The winter 2018-19 natural gas market was one of the most chaotic in recent memory, with the NYMEX Henry Hub futures contract last fall rocketing up to nearly $5/MMBtu in a matter of weeks, only to collapse in late 2018/early 2019 to an average $2.60 in January. The physical gas market also swung to extremes in recent months, setting both the highest ($200/MMBtu at the Sumas, WA, hub) and lowest (negative $9.00/MMBtu at the Waha hub) trades ever recorded in the U.S. These anomalies occurred amid steep supply growth from the Marcellus/Utica and Permian producing regions and rapidly advancing demand, particularly from burgeoning LNG exports along the Gulf Coast, while infrastructure scrambled to keep pace to bridge the two. And there’s more of that volatility ahead. Close to 5 Bcf/d more LNG export capacity is being added this year alone, and Lower-48 gas production is poised to continue growing. Today, we lay out our view of the recent volatility and the biggest factors shaping the gas market over the next five years, based on Rusty Braziel’s Backstage Pass Fundamental Webcast last week.

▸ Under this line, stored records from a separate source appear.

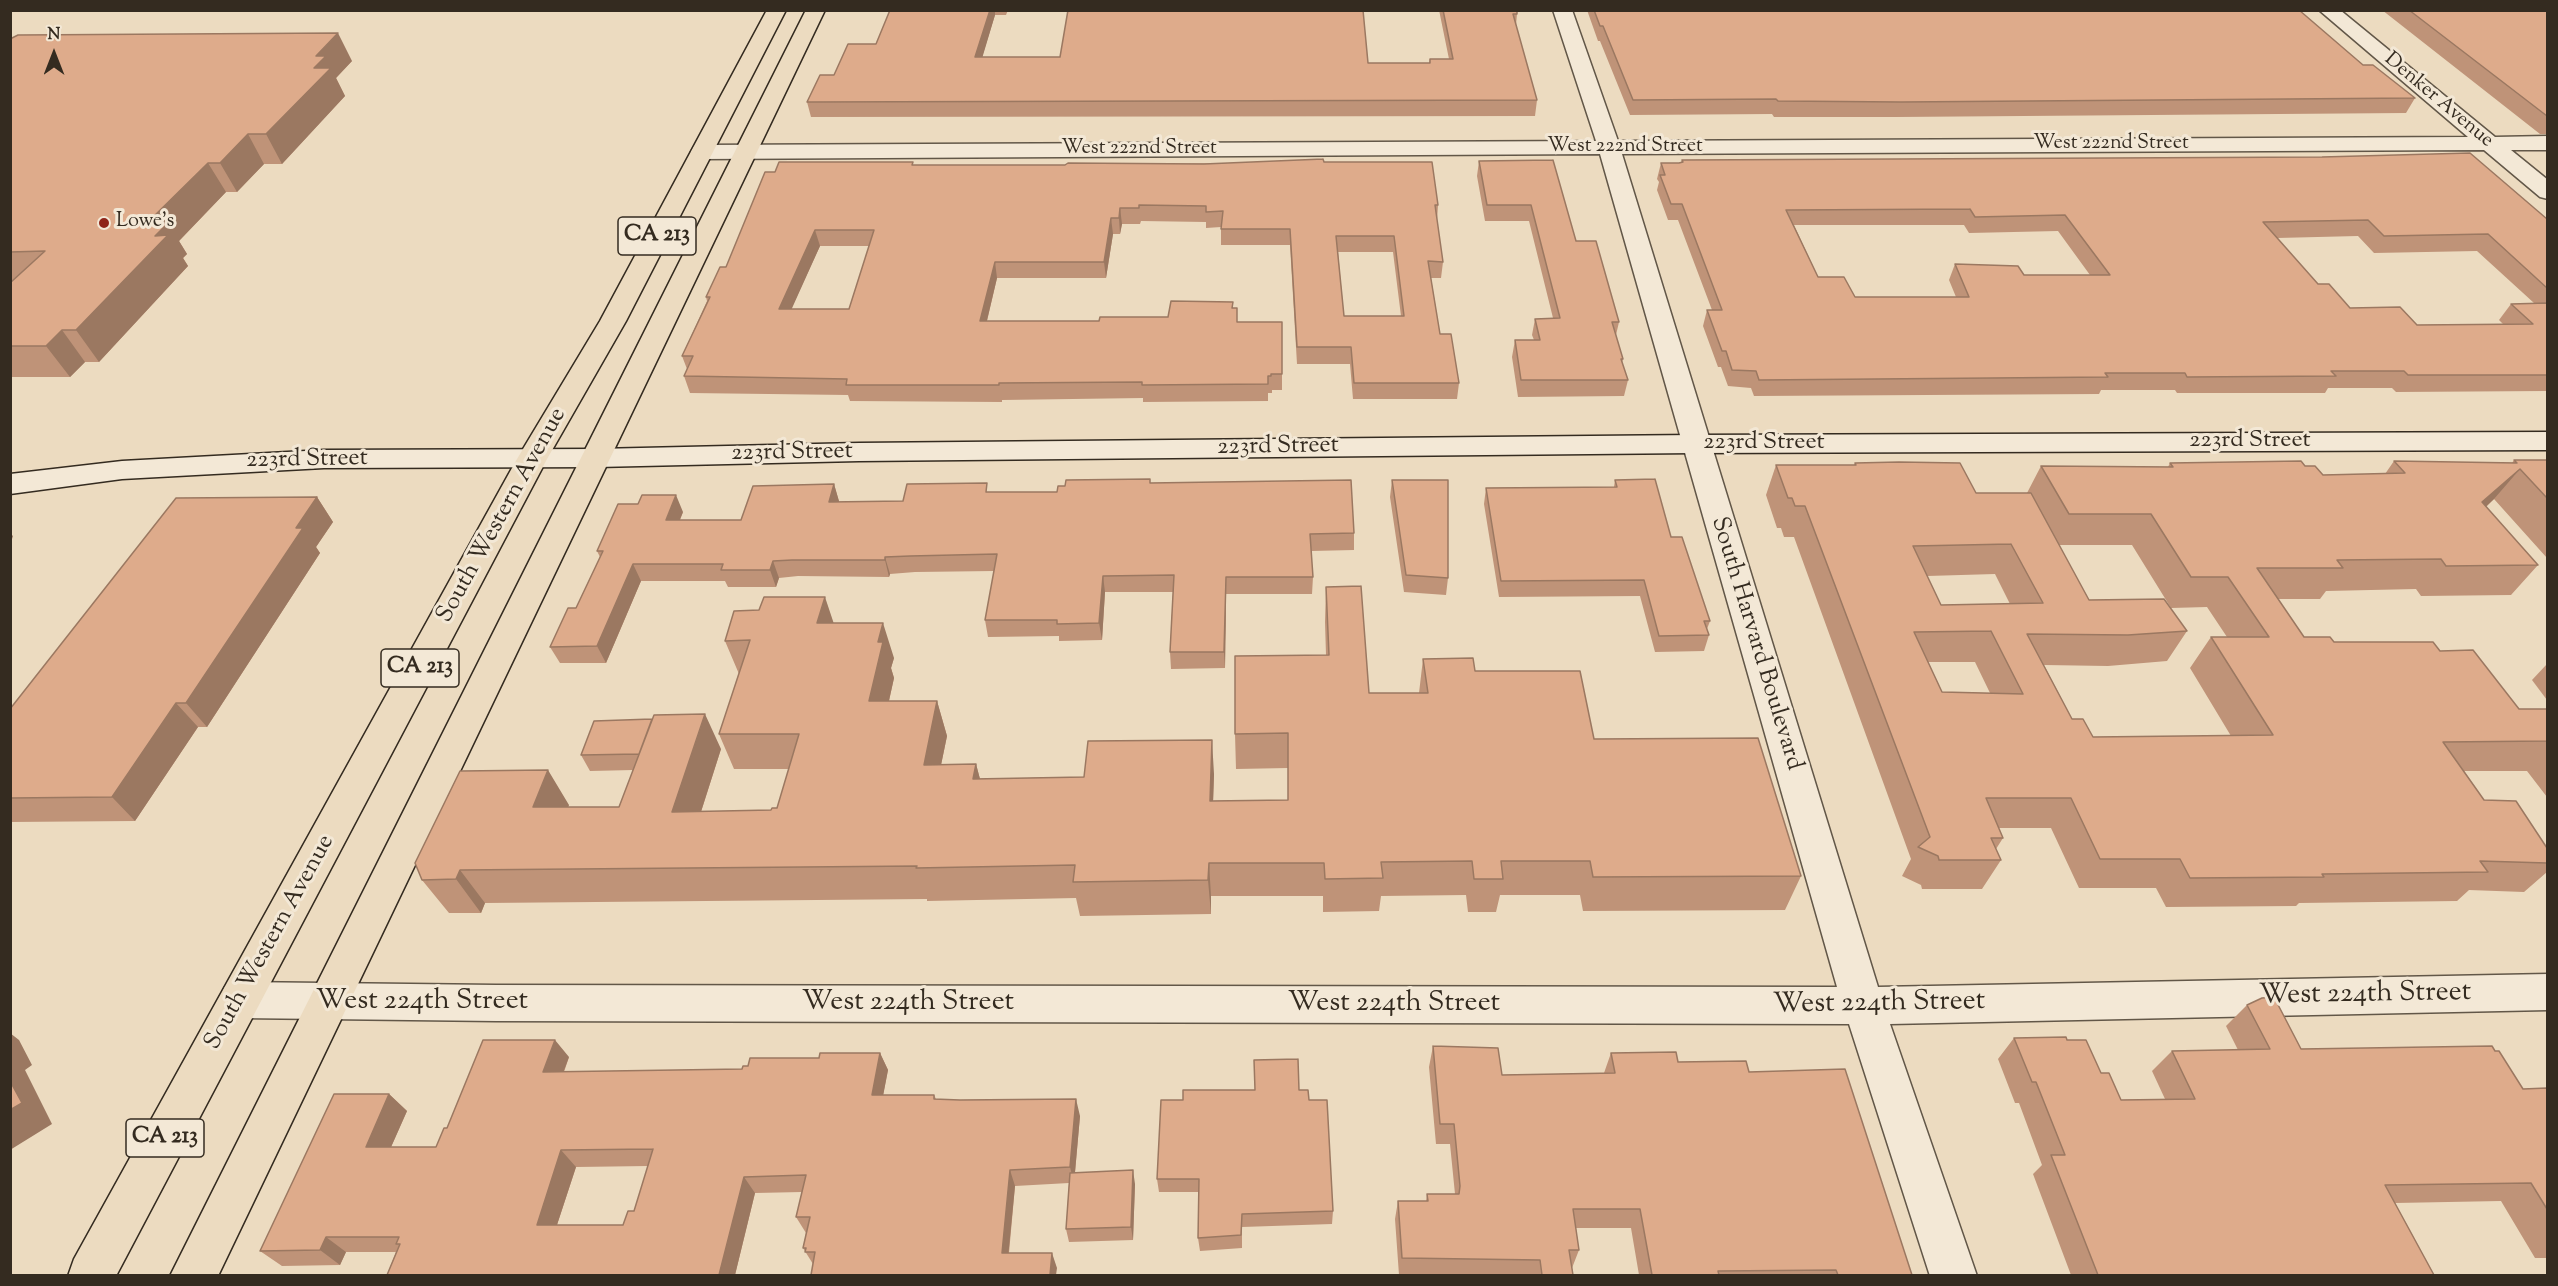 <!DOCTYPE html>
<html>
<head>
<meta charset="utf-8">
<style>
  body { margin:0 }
  #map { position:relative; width:2558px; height:1286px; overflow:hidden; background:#ecdbc0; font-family:"Sorts Mill Goudy",serif }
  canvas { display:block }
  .frame { position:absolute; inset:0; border:12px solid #342b20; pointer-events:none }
  .north { position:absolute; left:24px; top:24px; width:60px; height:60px; -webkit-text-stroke:4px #f3e8d6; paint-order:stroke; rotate:0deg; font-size:16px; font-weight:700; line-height:24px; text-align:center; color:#342b20 }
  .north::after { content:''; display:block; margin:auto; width:21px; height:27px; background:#342b20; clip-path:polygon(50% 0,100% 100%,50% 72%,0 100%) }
</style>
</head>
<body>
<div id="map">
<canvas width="2558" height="1286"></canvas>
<div class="frame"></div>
<div class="north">N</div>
</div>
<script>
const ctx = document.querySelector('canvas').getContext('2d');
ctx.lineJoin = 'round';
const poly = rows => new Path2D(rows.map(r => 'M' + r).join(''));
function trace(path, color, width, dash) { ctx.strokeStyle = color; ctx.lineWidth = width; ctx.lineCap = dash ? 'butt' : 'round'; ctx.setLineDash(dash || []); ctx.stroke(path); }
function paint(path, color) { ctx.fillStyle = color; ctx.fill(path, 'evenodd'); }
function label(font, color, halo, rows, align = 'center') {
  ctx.font = font + ' "Sorts Mill Goudy",serif'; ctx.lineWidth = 6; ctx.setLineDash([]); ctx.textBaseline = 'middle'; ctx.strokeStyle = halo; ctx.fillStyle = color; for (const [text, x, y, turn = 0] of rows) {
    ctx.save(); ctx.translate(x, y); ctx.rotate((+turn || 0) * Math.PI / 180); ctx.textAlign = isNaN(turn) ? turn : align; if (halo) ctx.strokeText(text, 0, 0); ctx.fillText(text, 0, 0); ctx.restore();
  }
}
const minor = poly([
  [1553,10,1572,10,1618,141,2468,137,2319,10,2340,10,2495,137,2548,136,2548,150,2511,150,2548,180,2548,199,2540,197,2484,150,1622,154,1878,987,2548,974,2548,1010,1890,1024,1977,1276,1930,1276,1849,1024,496,1021,239,1018,225,1013,219,1000,225,987,239,982,496,985,1837,987,1600,154,702,159,694,157,691,152,694,147,702,145,1596,141,1553,10]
]);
const secondary = poly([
  [2548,432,2548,450,1695,453,859,461,597,467,324,468,122,479,10,494,10,474,122,461,324,450,597,449,859,443,1695,435,2548,432]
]);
const primary = poly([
  [767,10,786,10,626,321,547,459,116,1276,68,1276,74,1259,517,459,600,321,767,10],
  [806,10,825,10,218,1276,170,1276,806,10]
]);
trace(minor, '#625748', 3);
trace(secondary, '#342b20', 3);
trace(primary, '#342b20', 3);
paint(minor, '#f3e8d6');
paint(secondary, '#f3e8d6');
paint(primary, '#ecdbc0');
paint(poly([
  [890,10,1008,10,1006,15,995,15,982,57,1368,63,1429,63,1430,59,1449,59,1439,10,1517,10,1517,14,1516,25,1537,100,1535,116,811,117,807,102,834,75,876,44],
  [1587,10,2299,10,2363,65,2415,98,2406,113,1896,117,1774,117,1772,114,1630,115,1600,41,1598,41],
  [2382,10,2547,10,2547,134,2540,134],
  [10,39,352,61,336,78,345,96,282,164,264,164,237,192,226,192,179,241,187,254,183,258,188,266,99,362,85,362,70,377,10,377,10,283,12,282,10,282],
  [1682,160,2547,219,2547,391,2396,392,2392,388,2328,388,2325,393,2177,393,2175,390,2101,390,2099,394,1754,396,1751,388,1728,386,1721,367,1718,367,1703,326,1707,310,1712,310,1678,220,1668,220,1657,190,1659,182,1657,179,1661,163,1679,163,1681,162],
  [1794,225,1964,225,1969,233,2058,231,2090,275,2024,275,1955,264,1949,280,1956,297,1855,297,1818,277],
  [2358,236,2374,253,2477,251,2534,303,2511,304,2499,320,2503,324,2417,325,2350,308,2318,284,2277,238],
  [1479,161,1576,241,1619,322,1616,335,1623,359,1622,363,1628,380,1624,396,1518,397,1512,357,1515,340,1534,340,1532,335,1535,319,1553,318,1529,221,1485,221,1477,176],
  [1324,162,1438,205,1437,221,1443,262,1441,278,1431,278,1440,334,1459,383,1457,399,1353,399,1350,364,1297,364,1290,245,1221,245,1221,227,1206,228,1206,222,1141,221,1140,224,1122,224,1120,234,1113,234,1106,278,997,278,987,321,1099,321,1168,317,1233,308,1237,322,1282,322,1282,390,1272,390,1272,393,1268,393,1268,401,1143,402,1143,398,1002,400,1002,402,850,401,848,395,690,393,684,376,687,369,682,356,707,301,706,297,726,267,775,172,914,165,1065,165],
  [820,246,869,246,849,309,791,309],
  [1338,252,1393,252,1401,316,1344,316],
  [2514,460,2547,460,2547,558,2494,499,2486,507,2538,565,2511,595,2421,596,2416,589,2326,591,2320,599,2278,599,2304,637,2334,642,2440,651,2519,709,2547,709,2547,797,2527,771,2464,771,2484,800,2547,848,2547,872,2524,892,2469,890,2457,901,2299,903,2296,906,2166,907,2156,888,2079,888,2051,828,1998,828,2003,838,1996,849,2001,860,1982,889,1922,889,1921,885,1902,876,1911,859,1794,537,1784,537,1781,528,1777,528,1766,495,1776,465,1854,465,1855,463,1976,493,2027,493,2041,466,2168,467,2170,463,2305,466,2323,475,2385,474,2394,461,2512,463],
  [2059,545,2132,545,2171,608,2207,607,2227,637,2211,637,2190,668,2231,736,2093,737,2072,719,2044,665,2108,666,2167,661,2187,631,2089,600],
  [1995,574,2010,604,1941,605,1927,576],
  [1928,662,1975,662,1990,693,1942,692],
  [1392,480,1448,578,1446,595,1404,592,1390,497],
  [1615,480,1671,537,1710,621,1707,629,1709,635,1704,651,1655,652,1640,596,1499,597,1484,504,1486,488,1614,487],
  [1150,483,1354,533,1354,550,1311,551,1313,577,1312,594,1226,594,1225,668,1171,669,1170,652,1173,592,1105,592,1102,640,1059,641,1059,636,988,637,985,620,994,571,915,572,890,574,889,577,798,576,779,578,776,587,728,587,725,581,641,581,606,663,560,663,550,647,576,608,600,557,597,551,683,512,680,520,741,520,834,484,839,502,903,501,989,492,1057,492],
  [317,497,333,522,316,547,320,553,207,727,198,727,135,821,10,822,10,709],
  [1326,587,1369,693,1419,693,1423,659,1475,671,1594,739,1801,876,1785,910,1583,911,1580,895,1500,895,1496,912,1468,912,1466,895,1381,896,1379,911,1323,912,1323,896,1211,896,1211,914,1080,916,1076,898,927,901,927,899,485,903,481,913,449,913,422,880,569,805,568,807,619,807,633,770,590,771,581,755,721,749,701,812,771,810,777,808,789,769,734,769,719,734,739,674,725,641,833,623,894,658,891,668,894,678,889,701,937,701,947,736,941,765,976,764,980,779,1214,774,1213,801,1288,800,1288,768,1236,769,1235,734,1326,655,1325,622],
  [2547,664,2547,700,2532,680],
  [2247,1005,2301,1049,2523,1089,2547,1088,2547,1258,2535,1258,2501,1201,2395,1203,2434,1275,2071,1275,2033,1174,2042,1165,2019,1103,2015,1103,1998,1059,2014,1038,2067,1040,2101,1073,2121,1100,2165,1099,2152,1071,2172,1051,2238,1050,2226,1026],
  [1433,1046,1502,1075,1604,1073,1611,1053,1749,1072,1912,1275,1639,1275,1631,1228,1576,1228,1579,1250,1572,1268,1573,1275,1399,1275,1395,1219,1398,1201,1426,1201,1427,1194,1455,1194,1450,1144,1436,1144,1429,1067],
  [880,1053,888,1070,883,1095,934,1095,936,1099,1080,1116,1075,1173,1135,1184,1133,1240,1069,1242,1066,1229,1069,1183,1015,1186,1009,1253,1057,1268,813,1264,803,1248,806,1233,796,1217,802,1192,755,1193,735,1275,387,1275,396,1252,346,1252,340,1265,282,1266,260,1251,389,1094,407,1111,391,1147,436,1147,447,1128,569,1057,564,1072,742,1069,748,1066],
  [648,1166,634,1211,623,1225,557,1225,576,1167],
  [1299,1090,1309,1100,1333,1211,1332,1224,1242,1227,1242,1248,1200,1251,1198,1238,1199,1192,1159,1192,1157,1179,1183,1100]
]), '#bf9378');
paint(poly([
  [990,10,995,10,995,15,978,72,975,57],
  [338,33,352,61,336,78,345,96,282,164,266,134,314,68,316,56],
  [248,134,264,164,237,192,220,163],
  [208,163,226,192,179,241,187,254,183,258,188,266,99,362,76,330,147,223],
  [1120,208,1122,224,1120,234,1119,218],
  [1111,218,1113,234,1106,278,1104,262],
  [815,230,820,246,784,326,779,309],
  [995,262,997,278,983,337,980,321],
  [62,330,85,362,70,377,46,346],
  [2520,469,2494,499,2457,533,2482,502],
  [834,484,839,501,834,519,829,502],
  [676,495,683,512,673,536,666,520],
  [317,497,333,522,316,547,320,553,207,727,186,703,296,528],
  [10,533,13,536,10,545],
  [885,557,890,574,889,577,885,560],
  [773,561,779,578,776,587,770,570],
  [633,564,641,581,606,663,597,646],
  [1103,576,1105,592,1102,640,1099,623],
  [1226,577,1226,594,1225,668,1224,652],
  [825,597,837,633,817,623],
  [883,623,894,658,891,668,894,678,881,736,869,701,878,642],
  [937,701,947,736,934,799,924,765],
  [176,703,198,727,135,821,112,797],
  [705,714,721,749,690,846,672,812],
  [1212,740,1214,774,1212,835,1210,801],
  [976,764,985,798,973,779],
  [548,770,569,805,555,841,533,807],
  [1209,863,1211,896,1211,914,1208,880],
  [460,870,485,903,481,913,456,879],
  [10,1033,19,1040,32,1065,25,1070,52,1124,10,1150],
  [555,1040,569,1057,557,1089,543,1072],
  [880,1053,888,1070,880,1112,872,1095],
  [389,1094,407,1111,384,1163,366,1147],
  [1076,1099,1080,1116,1074,1183,1070,1167],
  [561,1150,576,1167,552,1240,537,1225],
  [1010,1170,1015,1186,1007,1268,1002,1253],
  [1133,1170,1135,1184,1133,1240,1131,1227],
  [744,1177,755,1193,735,1275,719,1275],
  [326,1237,346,1252,340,1265,320,1250],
  [1052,1253,1057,1268,1056,1275,1050,1275]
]), '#9b7861');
const building = poly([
  [890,10,990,10,975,57,1060,57,1068,10,1363,10,1368,63,1430,63,1430,59,1453,59,1443,10,1517,10,1517,14,1513,14,1537,100,807,102,820,75,834,75,848,44,876,44,890,10],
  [1594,10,2299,10,2363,65,2373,65,2415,98,1901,102,1778,101,1776,99,1633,100,1603,26,1600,26,1594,10],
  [2409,10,2547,10,2547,116,2409,10],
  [338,33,316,56,326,56,314,68,331,68,266,134,248,134,220,163,208,163,147,223,168,223,155,236,168,235,76,330,62,330,46,346,10,346,10,283,45,251,10,252,10,39,18,35,338,33],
  [2470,153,2547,219,2547,288,2488,234,2384,236,2368,220,2263,222,2318,284,2329,284,2350,308,2400,307,2417,325,2533,324,2511,304,2547,303,2547,375,2408,375,2404,371,2331,371,2336,376,2187,377,2185,373,2105,373,2108,377,1759,380,1756,371,1732,370,1726,351,1722,351,1707,310,1722,310,1682,204,1671,204,1660,175,1665,175,1661,163,1679,163,1683,162,1682,160,2322,157,2470,153],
  [1970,209,1975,217,2065,215,2110,275,2024,275,2018,266,1955,264,1969,297,1855,297,1844,277,1818,277,1786,210,1970,209],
  [1323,159,1324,162,1432,162,1438,205,1435,205,1443,262,1428,261,1440,334,1451,334,1459,383,1354,383,1351,347,1297,347,1290,229,1221,229,1223,211,1206,212,1206,206,1139,205,1139,208,1120,208,1119,218,1111,218,1104,262,995,262,980,321,1099,321,1100,317,1168,317,1171,301,1233,302,1232,308,1237,308,1237,322,1282,322,1282,374,1271,374,1271,376,1268,376,1268,384,1142,385,1142,382,999,383,999,385,846,385,847,379,684,376,693,356,682,356,710,297,706,297,720,267,726,267,765,172,775,172,779,162,913,162,912,165,1065,165,1068,163,1204,164,1323,159],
  [815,230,874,230,849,309,779,309,815,230],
  [1336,236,1394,236,1404,316,1344,316,1336,236],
  [1553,160,1576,241,1596,241,1619,322,1612,322,1623,359,1621,359,1628,380,1521,380,1515,340,1540,340,1535,319,1560,318,1531,205,1487,205,1479,161,1553,160],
  [2514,460,2547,460,2547,498,2520,469,2482,502,2538,565,2446,566,2441,559,2337,560,2343,568,2257,568,2304,637,2330,637,2334,642,2433,642,2440,651,2473,650,2519,709,2547,709,2547,741,2443,742,2484,800,2516,801,2547,848,2547,863,2480,861,2488,872,2322,874,2324,877,2190,878,2180,859,2100,859,2071,798,1986,798,2003,838,1991,838,2001,860,1939,860,1938,856,1918,847,1930,837,1805,506,1795,506,1792,498,1788,498,1776,465,1856,465,1855,463,1899,462,1960,463,1976,493,2031,493,2089,600,2164,599,2187,631,2128,635,2027,634,2072,719,2083,719,2093,737,2273,735,2211,637,2269,637,2228,577,2191,577,2151,514,2069,514,2041,466,2173,467,2170,463,2301,461,2305,466,2315,466,2323,475,2405,473,2394,461,2517,463,2514,460],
  [2011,544,2043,603,1941,605,1913,546,2011,544],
  [1991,631,2023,694,1942,692,1914,632,1991,631],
  [1150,479,1150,483,1351,480,1354,533,1310,534,1313,577,1226,577,1224,652,1170,652,1174,575,1103,576,1099,623,1057,624,1057,620,985,620,997,554,910,556,885,557,885,560,792,560,773,561,770,570,721,570,723,564,633,564,597,646,550,647,568,608,576,608,603,551,597,551,618,504,638,504,642,495,676,495,666,520,741,520,753,486,834,484,829,502,903,501,907,484,987,483,986,492,1057,492,1058,486,1065,486,1066,480,1150,479],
  [1655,479,1671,537,1682,537,1710,621,1704,621,1709,635,1659,636,1644,580,1501,581,1486,488,1617,487,1615,480,1655,479],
  [1392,480,1448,480,1448,578,1406,575,1392,480],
  [317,497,296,528,303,528,186,703,176,703,112,797,10,798,10,709,176,498,317,497],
  [1361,586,1369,693,1428,693,1423,659,1473,658,1475,671,1580,671,1594,739,1758,738,1801,876,1593,877,1590,861,1501,861,1503,879,1474,879,1472,861,1381,862,1383,878,1325,879,1324,863,1209,863,1208,880,1073,882,1075,865,916,868,917,866,460,870,456,879,422,880,415,863,460,771,548,770,533,807,619,807,654,715,705,714,672,812,771,810,772,808,777,808,799,734,719,734,750,640,725,641,734,611,759,610,764,597,825,597,817,623,883,623,878,642,883,642,869,701,937,701,924,765,976,764,973,779,1084,777,1088,741,1212,740,1210,801,1288,800,1288,733,1235,734,1235,656,1329,655,1326,587,1361,586],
  [652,719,639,754,581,755,594,721,652,719],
  [2274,997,2301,1049,2492,1046,2495,1051,2499,1051,2523,1089,2547,1088,2547,1209,2531,1183,2385,1185,2434,1275,2098,1275,2051,1155,2065,1155,2036,1082,2032,1082,2014,1038,2066,1037,2067,1040,2086,1040,2101,1073,2109,1073,2121,1100,2195,1099,2172,1051,2270,1049,2247,1005,2262,998,2274,997],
  [483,1040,555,1040,543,1072,742,1069,743,1066,748,1066,750,1058,819,1058,820,1053,880,1053,872,1095,934,1095,934,1099,960,1100,1076,1099,1070,1167,1010,1170,1002,1253,1052,1253,1050,1275,811,1275,815,1252,805,1252,806,1248,803,1248,810,1217,796,1217,806,1175,744,1177,719,1275,387,1275,400,1244,396,1244,399,1237,326,1237,320,1250,260,1251,334,1094,389,1094,366,1147,436,1147,444,1128,447,1128,483,1040],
  [653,1149,634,1211,628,1211,623,1225,537,1225,561,1150,653,1149],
  [1433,1046,1498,1048,1502,1075,1615,1073,1611,1053,1676,1052,1678,1062,1746,1061,1749,1072,1845,1069,1912,1275,1838,1275,1836,1270,1718,1271,1719,1275,1652,1275,1640,1209,1573,1209,1579,1250,1569,1250,1573,1275,1542,1275,1540,1260,1402,1258,1398,1201,1428,1201,1427,1194,1459,1194,1460,1186,1454,1124,1440,1124,1433,1046],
  [1298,1059,1299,1090,1308,1090,1309,1100,1327,1100,1333,1211,1242,1214,1241,1235,1198,1238,1199,1179,1157,1179,1161,1100,1183,1100,1183,1090,1255,1090,1254,1060,1298,1059],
  [10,1081,22,1103,10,1110,10,1081],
  [1133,1170,1131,1227,1066,1229,1070,1173,1133,1170]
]);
paint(building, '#deab8b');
trace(building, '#9b7861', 1.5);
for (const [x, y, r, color] of [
  [104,223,6,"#8f2418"]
]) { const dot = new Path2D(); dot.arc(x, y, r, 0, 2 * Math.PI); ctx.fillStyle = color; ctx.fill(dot); trace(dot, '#f3e8d6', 2); }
label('20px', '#342b20', '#f3e8d6', [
  ["Denker Avenue",2438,101,40],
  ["West 222nd Street",2111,145],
  ["West 222nd Street",1625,148],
  ["West 222nd Street",1139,150]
]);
label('20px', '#342b20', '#f3e8d6', [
  ["Lowe's",116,223]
], 'left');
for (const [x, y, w] of [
  [657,236,78],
  [420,668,78],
  [165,1138,78]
]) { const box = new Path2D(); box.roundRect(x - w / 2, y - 19, w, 38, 4.5); ctx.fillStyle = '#f3e8d6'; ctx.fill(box); trace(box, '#342b20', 1.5); }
label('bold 22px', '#342b20', null, [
  ["CA 213",657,236],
  ["CA 213",420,668],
  ["CA 213",165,1138]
]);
label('24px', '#342b20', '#f3e8d6', [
  ["223rd Street",2250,442],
  ["223rd Street",1764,444],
  ["223rd Street",1278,448,-1],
  ["223rd Street",792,454,-1],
  ["223rd Street",307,461,-1],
  ["South Western Avenue",503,516,-61],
  ["South Harvard Boulevard",1755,644,73],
  ["South Western Avenue",271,943,-61]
]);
label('28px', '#342b20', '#f3e8d6', [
  ["West 224th Street",2365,996,-1],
  ["West 224th Street",422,1003],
  ["West 224th Street",908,1004],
  ["West 224th Street",1394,1005],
  ["West 224th Street",1879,1005,-1]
]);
</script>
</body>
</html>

This past winter was one of records and extremes. Gas production continued to set new highs, topping 89 Bcf/d for the first time at the end of March and averaging just under 88 Bcf/d for the November-March period. Marcellus/Utica production growth slowed a bit in recent weeks, in part due to weather-related freeze-offs and some pipeline outages. But the increases before that were astronomical, with average volumes this winter (November through March) up by a whopping 9.5 Bcf/d from a year earlier — and, as we’ll get to later, we haven’t seen the last of it. Domestic demand also set records, led by the power sector. But, by far, the biggest movement on the demand side was in exports, which peaked at nearly 10.5 Bcf/d in mid-March, up 3.2 Bcf/d (or 40%) year-on-year, with the bulk of that increase coming from LNG exports, primarily from the Gulf Coast. At the 10.5-Bcf/d level, that’s about 12% of total Lower-48 gas production moving to export markets now.
The physical gas market clearly felt the effects of the rapidly shifting regional supply-demand balances and the infrastructure that’s straining to keep pace. On March 1, we saw day-ahead prices at the Sumas, WA, gas hub — a U.S.-Canada border-crossing point where Enbridge’s Westcoast Energy Pipeline (WEP) delivers Canadian gas to Williams’s Northwest Pipeline (NWPL) — run up to as high as $200/MMBtu in intraday trading and settle at $161/MMBtu — all-time highs for the U.S. gas market. As we detailed in Baby I Need Your (Gas), the Pacific Northwest has very few options to source gas supply, and two of those were compromised when the polar vortex descended at the end of February and spread sub-freezing temperatures across much of the U.S. WEP deliveries to Sumas were running at about 80% of normal for that time of year as the pipeline completed repairs and integrity testing following a rupture on October 9 (2018) that had initially sent those cross-border flows to zero. And to make matters worse, Jackson Prairie, the region’s largest gas storage facility, experienced compressor problems starting February 9, which severely limited its deliverability during the polar-vortex event.